Could you print the full listing again, exactly as written?

[[ DATA EXTRACT, beginning ]]

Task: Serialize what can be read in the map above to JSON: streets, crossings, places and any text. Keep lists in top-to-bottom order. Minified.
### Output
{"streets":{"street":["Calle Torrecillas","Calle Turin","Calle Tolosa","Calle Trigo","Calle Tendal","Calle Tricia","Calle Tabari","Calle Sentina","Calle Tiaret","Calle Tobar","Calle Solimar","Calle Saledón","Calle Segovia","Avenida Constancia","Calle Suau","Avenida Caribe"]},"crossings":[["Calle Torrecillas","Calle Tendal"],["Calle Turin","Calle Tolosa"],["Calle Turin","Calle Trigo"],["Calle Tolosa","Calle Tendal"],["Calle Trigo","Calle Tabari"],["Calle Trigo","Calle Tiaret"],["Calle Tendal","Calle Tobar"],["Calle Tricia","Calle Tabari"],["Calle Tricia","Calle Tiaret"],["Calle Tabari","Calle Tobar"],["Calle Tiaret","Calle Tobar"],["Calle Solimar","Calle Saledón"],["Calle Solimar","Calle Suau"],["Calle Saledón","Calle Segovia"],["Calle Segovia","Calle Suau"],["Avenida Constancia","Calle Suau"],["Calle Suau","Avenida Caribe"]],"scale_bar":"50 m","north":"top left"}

[[ DATA EXTRACT, end ]]

> **EXERCISE RESULT**:
Task: Serialize what can be read in the map above to JSON: streets, crossings, places and any text. Keep lists in top-to-bottom order. Minified.
### Output
{"streets":{"street":["Calle Torrecillas","Calle Turin","Calle Tolosa","Calle Trigo","Calle Tendal","Calle Tricia","Calle Tabari","Calle Sentina","Calle Tiaret","Calle Tobar","Calle Solimar","Calle Saledón","Calle Segovia","Avenida Constancia","Calle Suau","Avenida Caribe"]},"crossings":[["Calle Torrecillas","Calle Tendal"],["Calle Turin","Calle Tolosa"],["Calle Turin","Calle Trigo"],["Calle Tolosa","Calle Tendal"],["Calle Trigo","Calle Tabari"],["Calle Trigo","Calle Tiaret"],["Calle Tendal","Calle Tobar"],["Calle Tricia","Calle Tabari"],["Calle Tricia","Calle Tiaret"],["Calle Tabari","Calle Tobar"],["Calle Tiaret","Calle Tobar"],["Calle Solimar","Calle Saledón"],["Calle Solimar","Calle Suau"],["Calle Saledón","Calle Segovia"],["Calle Segovia","Calle Suau"],["Avenida Constancia","Calle Suau"],["Calle Suau","Avenida Caribe"]],"scale_bar":"50 m","north":"top left"}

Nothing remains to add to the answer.